- **Dataset entries**:
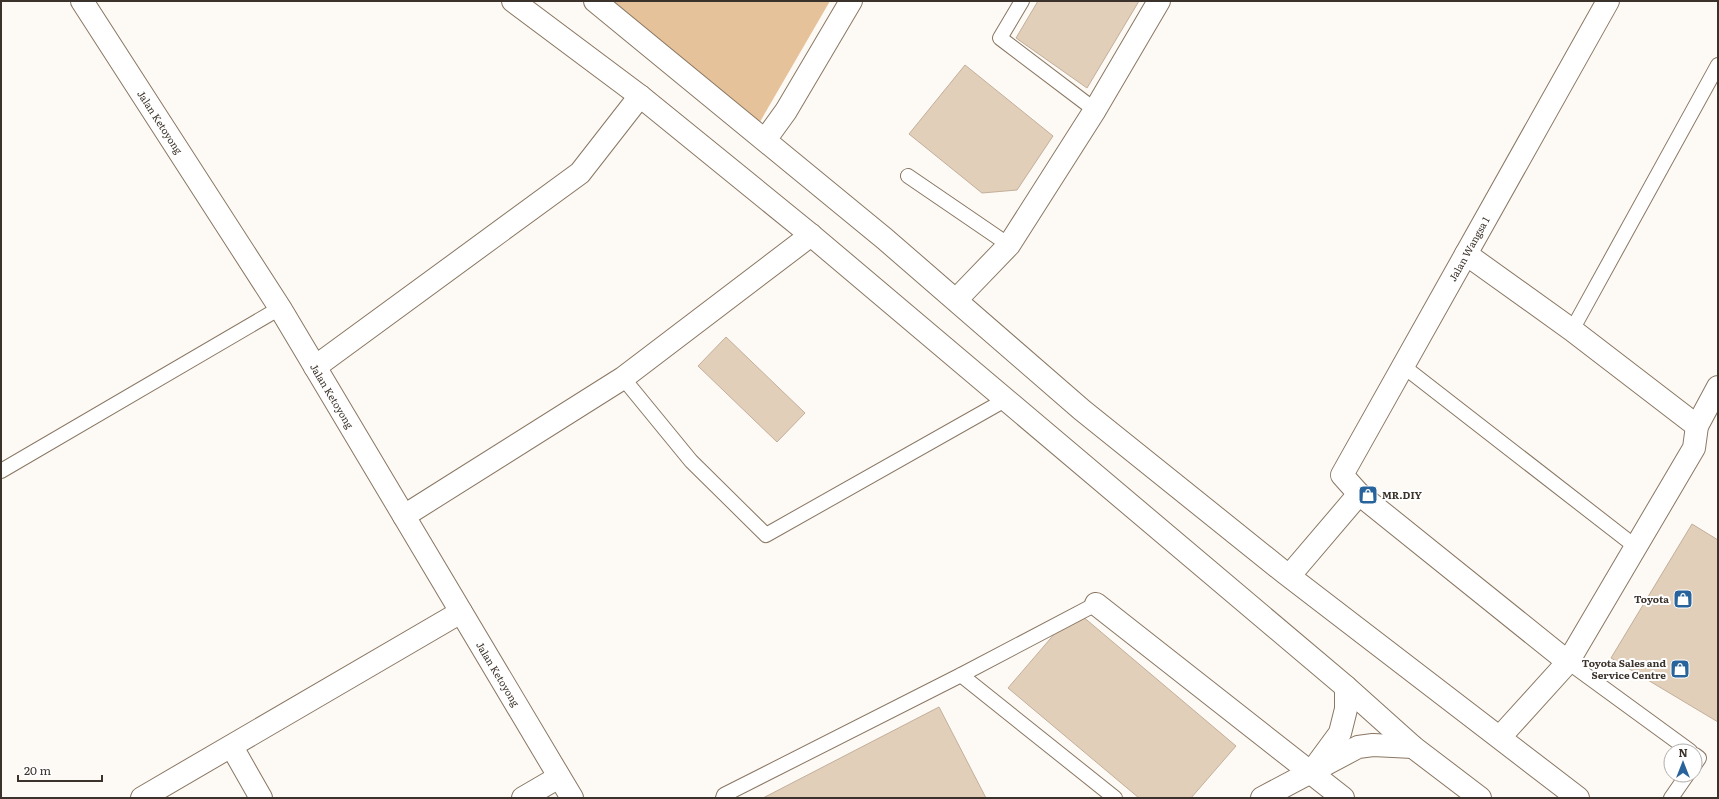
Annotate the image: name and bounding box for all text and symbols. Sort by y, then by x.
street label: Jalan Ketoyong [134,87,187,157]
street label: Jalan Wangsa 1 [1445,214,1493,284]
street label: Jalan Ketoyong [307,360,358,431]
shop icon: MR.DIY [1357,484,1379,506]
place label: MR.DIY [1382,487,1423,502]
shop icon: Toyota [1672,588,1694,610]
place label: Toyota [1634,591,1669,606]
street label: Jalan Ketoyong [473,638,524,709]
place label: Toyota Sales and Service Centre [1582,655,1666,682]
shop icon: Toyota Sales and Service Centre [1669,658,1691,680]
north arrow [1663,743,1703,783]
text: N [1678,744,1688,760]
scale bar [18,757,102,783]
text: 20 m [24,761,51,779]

- **Prompt**:
Please output each line above exactly and omit all images.

- **Answer below**:
Annotate the image: name and bounding box for all text and symbols. Sort by y, then by x.
street label: Jalan Ketoyong [134,87,187,157]
street label: Jalan Wangsa 1 [1445,214,1493,284]
street label: Jalan Ketoyong [307,360,358,431]
shop icon: MR.DIY [1357,484,1379,506]
place label: MR.DIY [1382,487,1423,502]
shop icon: Toyota [1672,588,1694,610]
place label: Toyota [1634,591,1669,606]
street label: Jalan Ketoyong [473,638,524,709]
place label: Toyota Sales and Service Centre [1582,655,1666,682]
shop icon: Toyota Sales and Service Centre [1669,658,1691,680]
north arrow [1663,743,1703,783]
text: N [1678,744,1688,760]
scale bar [18,757,102,783]
text: 20 m [24,761,51,779]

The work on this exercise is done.